By finalising a deal with Sime, China, which imports a third of its edible oil demand, stands to lock in future supplies with demand growing at about 5 per cent per year.

China is Malaysia’s main market for refined palm products, importing about 300,000 to 400,000 tonnes of refined palm olein a month.

Sime currently exports about 10 per cent or 200,000 tonnes of its palm oil to China. Malaysia is the second biggest palm oil producer in the world, after Indonesia.

Refined palm olein is used as a cooking oil and for the production of noodles, soap and margarine.

China has aggressively eyed commodity-related assets overseas, including the now aborted US$19.5 billion deal to acquire a stake in Rio Tinto and more recently, the US$7.2 billion takeover of Canada’s Addax Petroleum by Sinopec. — Reuters


Comments (1)
written by Tiger - Dragon, November 05, 2009

The core issue here is fair trade. The individual capitalist system that have dominated the economic system for over a century has failed big time in 1929 and 2008. Even the most able and powerful US Government has no control of its economic destiny, that is manipulated by a few capitalists that has gone out of hand, that have created an unprecedented economic havoc in the US that will linger for decades to come.

Twenty years ago, Michael, an Australian lamented that the Yanks (Americans) plundered Australian natural resources for pittance. Then, the US conglomerates have to set up shop in Australia to get the resources dirt cheap. It was very much like the British building a good network of roads and railways in the 1900s to ship out as much tin and rubber and as quickly as possible from Malaya back to the UK. Today, the new lopsided, unfair trade channel is the equity markets. The British and the US capitalists use Rio Tinto, BHP Billiton, Anglo American, Woodside, BP, ... to suck the world natural resources in Malaysia, Australia, Brazil, Canada, Chile, South Africa, ... dry.

The CEO and Chairman of BHP Billiton and all others are only mouthpieces for the individual capitalists. The biggest shareholders of Rio Tinto, BHP Billiton, BP, Woodside, ExxonMobil, ... are mainly British and US subjects. Most of the BHP Billiton Australian venture revenue will be dispersed in US and UK. Australia still get pittance for its natural resources today!

The Australian Government has been duped by the individual capitalist in rejecting the Chinalco - Rio Tinto deal. Will the individual capitalists in UK and US pour in the money to develop Rio Tinto, give a fair price to Australia, give back something to Australia?
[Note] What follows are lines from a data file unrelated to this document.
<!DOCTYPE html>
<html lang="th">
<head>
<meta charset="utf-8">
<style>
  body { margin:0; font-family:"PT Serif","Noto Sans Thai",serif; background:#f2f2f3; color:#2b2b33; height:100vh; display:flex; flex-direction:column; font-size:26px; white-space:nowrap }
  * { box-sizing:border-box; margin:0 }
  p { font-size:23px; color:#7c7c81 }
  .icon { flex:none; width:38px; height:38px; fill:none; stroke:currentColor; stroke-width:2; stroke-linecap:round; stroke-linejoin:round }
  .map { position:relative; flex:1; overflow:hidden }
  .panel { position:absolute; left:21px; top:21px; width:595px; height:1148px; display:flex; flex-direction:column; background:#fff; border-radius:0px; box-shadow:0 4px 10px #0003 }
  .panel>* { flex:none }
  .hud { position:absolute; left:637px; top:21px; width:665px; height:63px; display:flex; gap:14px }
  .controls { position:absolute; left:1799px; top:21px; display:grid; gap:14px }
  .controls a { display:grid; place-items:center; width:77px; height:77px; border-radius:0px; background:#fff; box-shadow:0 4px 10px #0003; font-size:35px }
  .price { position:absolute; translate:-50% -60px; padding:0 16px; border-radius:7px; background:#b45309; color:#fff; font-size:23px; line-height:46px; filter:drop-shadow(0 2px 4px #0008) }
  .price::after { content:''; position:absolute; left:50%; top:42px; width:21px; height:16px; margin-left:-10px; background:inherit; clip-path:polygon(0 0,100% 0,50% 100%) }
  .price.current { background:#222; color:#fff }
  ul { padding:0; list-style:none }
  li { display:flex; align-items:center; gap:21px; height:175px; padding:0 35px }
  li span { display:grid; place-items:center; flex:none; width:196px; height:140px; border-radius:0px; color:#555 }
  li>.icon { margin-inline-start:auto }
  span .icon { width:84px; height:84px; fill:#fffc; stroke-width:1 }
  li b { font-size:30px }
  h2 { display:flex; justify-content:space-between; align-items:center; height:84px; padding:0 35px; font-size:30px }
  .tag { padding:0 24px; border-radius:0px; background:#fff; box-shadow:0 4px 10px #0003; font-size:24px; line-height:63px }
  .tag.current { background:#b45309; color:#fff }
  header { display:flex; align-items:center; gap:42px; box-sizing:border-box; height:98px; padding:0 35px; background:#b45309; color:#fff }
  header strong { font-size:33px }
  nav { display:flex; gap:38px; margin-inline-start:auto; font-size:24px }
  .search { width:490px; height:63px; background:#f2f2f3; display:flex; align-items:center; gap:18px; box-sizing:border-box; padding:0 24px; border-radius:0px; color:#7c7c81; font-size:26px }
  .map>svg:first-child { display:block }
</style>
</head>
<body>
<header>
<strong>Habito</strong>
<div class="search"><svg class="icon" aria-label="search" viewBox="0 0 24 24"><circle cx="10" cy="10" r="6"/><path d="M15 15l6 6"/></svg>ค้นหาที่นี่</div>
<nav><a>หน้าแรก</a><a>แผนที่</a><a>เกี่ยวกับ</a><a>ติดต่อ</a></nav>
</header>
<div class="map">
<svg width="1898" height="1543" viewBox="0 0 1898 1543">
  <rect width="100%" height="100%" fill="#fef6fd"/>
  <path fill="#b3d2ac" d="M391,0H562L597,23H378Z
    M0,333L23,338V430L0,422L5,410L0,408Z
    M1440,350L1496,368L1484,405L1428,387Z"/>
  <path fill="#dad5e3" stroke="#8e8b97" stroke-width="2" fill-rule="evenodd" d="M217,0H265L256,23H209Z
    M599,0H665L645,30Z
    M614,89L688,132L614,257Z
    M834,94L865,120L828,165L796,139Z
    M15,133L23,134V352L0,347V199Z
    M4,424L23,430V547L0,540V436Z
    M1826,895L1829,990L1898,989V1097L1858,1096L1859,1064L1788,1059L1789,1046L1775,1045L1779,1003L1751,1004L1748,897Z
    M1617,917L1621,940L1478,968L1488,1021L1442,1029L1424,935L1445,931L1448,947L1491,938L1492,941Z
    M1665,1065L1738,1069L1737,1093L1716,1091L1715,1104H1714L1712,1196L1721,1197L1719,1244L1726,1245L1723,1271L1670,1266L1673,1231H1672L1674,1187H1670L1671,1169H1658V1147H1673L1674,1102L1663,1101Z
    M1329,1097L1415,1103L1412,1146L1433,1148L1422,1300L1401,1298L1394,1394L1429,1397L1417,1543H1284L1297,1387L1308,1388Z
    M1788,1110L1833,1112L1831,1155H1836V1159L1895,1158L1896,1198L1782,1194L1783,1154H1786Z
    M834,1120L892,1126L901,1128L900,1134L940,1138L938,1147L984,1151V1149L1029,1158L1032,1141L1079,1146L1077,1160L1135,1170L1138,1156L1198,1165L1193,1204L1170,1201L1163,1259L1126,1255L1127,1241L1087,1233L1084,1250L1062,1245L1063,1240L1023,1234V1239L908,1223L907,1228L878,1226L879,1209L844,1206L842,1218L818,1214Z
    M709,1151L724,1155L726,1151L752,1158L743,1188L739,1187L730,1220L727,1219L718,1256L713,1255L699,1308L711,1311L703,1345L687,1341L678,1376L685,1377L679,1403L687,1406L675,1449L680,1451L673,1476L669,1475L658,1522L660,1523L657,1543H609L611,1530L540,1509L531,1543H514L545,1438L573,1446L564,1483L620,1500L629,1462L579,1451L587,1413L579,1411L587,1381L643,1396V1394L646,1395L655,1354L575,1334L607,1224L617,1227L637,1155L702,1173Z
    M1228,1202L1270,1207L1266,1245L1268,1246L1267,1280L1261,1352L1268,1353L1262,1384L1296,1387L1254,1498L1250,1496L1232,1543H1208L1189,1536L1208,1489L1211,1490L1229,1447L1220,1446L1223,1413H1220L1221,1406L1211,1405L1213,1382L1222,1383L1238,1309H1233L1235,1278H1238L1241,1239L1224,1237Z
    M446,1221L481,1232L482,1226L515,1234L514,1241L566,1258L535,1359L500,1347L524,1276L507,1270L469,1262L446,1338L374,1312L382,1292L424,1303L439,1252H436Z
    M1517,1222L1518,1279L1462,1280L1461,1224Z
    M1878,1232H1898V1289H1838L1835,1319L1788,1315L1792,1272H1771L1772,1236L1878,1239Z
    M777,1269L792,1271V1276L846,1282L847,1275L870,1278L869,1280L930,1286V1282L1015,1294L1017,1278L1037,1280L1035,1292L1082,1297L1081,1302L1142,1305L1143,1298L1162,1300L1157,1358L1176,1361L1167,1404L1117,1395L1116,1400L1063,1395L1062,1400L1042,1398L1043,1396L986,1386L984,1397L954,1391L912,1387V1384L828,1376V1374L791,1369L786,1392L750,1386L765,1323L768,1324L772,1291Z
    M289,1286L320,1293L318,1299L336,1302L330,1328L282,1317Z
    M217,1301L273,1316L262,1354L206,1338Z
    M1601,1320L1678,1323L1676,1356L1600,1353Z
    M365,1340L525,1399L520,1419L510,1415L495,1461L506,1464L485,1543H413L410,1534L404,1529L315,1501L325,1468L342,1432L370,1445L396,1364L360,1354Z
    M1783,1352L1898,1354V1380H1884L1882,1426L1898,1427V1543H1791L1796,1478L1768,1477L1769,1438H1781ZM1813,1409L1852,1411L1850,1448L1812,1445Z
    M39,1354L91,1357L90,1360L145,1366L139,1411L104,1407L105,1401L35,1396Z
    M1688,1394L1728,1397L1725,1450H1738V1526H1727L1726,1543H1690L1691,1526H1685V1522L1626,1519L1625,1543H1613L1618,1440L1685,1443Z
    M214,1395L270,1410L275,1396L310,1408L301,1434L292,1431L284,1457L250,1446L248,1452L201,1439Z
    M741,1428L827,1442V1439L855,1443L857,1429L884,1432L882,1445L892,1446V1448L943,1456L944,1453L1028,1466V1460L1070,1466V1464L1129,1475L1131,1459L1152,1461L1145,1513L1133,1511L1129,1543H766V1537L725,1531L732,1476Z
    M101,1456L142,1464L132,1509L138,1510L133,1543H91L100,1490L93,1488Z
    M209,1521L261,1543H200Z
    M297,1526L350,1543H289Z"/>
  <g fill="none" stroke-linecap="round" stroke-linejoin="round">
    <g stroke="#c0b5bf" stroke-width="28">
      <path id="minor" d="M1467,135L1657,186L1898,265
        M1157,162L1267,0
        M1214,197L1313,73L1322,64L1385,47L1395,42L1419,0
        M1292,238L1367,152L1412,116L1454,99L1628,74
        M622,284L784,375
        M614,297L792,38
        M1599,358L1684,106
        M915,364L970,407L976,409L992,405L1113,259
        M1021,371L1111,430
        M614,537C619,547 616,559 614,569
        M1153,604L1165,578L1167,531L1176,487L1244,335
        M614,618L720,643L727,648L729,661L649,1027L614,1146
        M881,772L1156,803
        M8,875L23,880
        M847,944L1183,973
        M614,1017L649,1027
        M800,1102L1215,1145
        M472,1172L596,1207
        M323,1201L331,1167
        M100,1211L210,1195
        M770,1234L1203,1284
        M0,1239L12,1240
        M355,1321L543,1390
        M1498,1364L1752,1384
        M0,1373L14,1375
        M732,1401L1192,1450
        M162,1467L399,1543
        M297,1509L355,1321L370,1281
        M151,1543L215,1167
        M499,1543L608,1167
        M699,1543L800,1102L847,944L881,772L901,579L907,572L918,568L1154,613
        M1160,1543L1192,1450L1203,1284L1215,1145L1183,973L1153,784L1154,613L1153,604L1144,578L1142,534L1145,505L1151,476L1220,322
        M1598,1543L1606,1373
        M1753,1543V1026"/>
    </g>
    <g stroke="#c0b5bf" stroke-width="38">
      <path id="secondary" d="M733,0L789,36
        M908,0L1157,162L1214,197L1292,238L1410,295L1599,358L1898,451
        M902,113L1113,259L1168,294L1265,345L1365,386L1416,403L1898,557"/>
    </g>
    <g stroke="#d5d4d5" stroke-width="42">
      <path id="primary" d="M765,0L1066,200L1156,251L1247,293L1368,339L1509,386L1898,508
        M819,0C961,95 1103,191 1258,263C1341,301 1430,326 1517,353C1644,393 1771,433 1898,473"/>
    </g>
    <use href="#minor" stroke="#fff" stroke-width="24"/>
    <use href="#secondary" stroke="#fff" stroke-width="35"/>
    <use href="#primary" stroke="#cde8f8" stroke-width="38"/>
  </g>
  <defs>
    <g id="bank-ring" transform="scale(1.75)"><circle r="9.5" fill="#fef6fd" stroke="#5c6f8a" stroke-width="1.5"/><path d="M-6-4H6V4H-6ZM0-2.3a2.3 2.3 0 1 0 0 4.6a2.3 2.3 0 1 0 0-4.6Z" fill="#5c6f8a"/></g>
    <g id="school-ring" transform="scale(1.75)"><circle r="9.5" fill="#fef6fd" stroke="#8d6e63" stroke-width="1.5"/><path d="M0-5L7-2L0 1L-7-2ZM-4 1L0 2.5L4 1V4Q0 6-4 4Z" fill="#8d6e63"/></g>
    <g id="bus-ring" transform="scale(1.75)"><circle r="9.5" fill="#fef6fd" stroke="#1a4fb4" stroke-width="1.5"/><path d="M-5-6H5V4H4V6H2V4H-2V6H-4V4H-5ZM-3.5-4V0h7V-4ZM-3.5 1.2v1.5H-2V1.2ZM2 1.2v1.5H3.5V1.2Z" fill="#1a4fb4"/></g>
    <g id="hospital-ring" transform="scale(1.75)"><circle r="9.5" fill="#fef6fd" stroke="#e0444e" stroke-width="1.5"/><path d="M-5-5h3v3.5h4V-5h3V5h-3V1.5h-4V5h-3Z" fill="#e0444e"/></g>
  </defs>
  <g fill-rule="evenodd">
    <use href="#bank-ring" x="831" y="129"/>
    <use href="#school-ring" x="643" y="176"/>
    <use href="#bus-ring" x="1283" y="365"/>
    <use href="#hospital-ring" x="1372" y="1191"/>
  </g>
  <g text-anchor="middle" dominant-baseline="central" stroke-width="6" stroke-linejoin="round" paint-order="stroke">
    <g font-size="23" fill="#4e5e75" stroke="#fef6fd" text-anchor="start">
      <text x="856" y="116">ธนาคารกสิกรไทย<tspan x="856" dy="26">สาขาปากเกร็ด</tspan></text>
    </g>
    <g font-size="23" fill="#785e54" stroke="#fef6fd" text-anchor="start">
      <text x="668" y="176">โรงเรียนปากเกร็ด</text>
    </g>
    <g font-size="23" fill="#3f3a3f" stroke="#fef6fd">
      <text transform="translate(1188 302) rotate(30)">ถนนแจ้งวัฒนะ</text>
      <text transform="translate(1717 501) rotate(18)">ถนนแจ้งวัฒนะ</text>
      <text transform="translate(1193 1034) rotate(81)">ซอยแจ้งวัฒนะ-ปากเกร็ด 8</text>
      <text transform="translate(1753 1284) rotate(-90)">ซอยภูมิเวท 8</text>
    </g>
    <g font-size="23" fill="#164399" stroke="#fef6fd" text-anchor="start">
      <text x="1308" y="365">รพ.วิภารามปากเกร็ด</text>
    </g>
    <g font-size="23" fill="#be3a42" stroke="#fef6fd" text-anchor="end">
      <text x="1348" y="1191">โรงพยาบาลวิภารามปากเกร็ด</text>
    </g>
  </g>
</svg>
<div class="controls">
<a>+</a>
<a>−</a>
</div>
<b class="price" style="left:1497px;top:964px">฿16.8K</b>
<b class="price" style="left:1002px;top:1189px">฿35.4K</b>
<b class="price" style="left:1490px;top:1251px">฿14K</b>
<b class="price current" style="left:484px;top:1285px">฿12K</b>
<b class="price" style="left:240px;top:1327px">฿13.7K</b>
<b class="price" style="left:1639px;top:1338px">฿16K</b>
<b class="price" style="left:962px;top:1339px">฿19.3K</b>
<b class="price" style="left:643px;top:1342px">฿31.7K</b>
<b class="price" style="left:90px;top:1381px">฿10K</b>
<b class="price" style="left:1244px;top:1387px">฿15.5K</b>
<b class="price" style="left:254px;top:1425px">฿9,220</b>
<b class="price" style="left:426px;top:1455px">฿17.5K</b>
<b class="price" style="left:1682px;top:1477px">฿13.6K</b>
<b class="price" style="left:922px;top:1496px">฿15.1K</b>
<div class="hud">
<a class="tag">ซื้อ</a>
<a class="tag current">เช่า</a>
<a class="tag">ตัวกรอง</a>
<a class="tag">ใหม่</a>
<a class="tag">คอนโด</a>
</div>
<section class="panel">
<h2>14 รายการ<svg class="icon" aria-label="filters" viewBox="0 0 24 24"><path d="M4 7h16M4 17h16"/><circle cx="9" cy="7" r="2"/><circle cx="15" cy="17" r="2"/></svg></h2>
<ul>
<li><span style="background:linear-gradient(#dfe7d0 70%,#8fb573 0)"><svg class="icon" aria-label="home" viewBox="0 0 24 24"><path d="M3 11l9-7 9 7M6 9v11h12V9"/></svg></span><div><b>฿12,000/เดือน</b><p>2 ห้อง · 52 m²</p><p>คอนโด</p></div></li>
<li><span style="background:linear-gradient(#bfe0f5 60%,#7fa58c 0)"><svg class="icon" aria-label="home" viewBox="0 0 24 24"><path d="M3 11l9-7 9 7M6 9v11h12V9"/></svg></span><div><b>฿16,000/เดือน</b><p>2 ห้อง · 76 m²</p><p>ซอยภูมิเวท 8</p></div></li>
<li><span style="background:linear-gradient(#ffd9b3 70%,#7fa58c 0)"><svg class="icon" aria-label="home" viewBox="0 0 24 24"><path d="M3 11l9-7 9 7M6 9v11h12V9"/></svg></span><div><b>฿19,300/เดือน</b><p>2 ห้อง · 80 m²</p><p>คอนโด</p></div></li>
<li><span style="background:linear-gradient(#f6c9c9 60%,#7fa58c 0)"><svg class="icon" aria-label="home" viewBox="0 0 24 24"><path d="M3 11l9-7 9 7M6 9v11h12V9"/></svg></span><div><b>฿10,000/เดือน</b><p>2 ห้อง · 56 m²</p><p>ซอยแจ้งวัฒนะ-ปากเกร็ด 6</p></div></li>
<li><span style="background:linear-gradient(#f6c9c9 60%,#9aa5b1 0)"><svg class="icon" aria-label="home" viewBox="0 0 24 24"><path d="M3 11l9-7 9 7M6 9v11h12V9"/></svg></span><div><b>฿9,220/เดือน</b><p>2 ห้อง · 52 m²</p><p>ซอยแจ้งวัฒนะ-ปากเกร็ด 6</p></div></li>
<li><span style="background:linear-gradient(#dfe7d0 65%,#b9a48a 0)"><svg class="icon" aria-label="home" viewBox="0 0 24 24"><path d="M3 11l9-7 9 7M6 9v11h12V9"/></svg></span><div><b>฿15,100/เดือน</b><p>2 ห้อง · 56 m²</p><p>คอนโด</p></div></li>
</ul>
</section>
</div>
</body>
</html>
The answer is no. Rio Tinto will stagnate. It will cut employment in Australia to the bone. It will abandon the Australian venture if it is not viable. The merger, de-merger, consolidating game with BHP Billiton will go on. All these are harmful to the Australian economy, even though it has a huge natural resources base.

As for the China-Sime Darby deal, look at it this way. See it as a strategic partnership which offer a gateway to Malaysia. UMW for one has already got a deal to build a pipeline worth RM billions. It is a gateway for many products and services into China. What is important at the end of the day is this. The strategic partnership must be fair and benefit both sides mutually. China has a lot of leeway. A harmonious trade will come with it as a bonus. Nothing can be better than that!

As much as rubber and palm oil that Malaysia has, China can swallow all of them. It may not be enough for the huge Chinese market. This partnership will go for the real thing - real and fair prices for the real Malaysian commodities.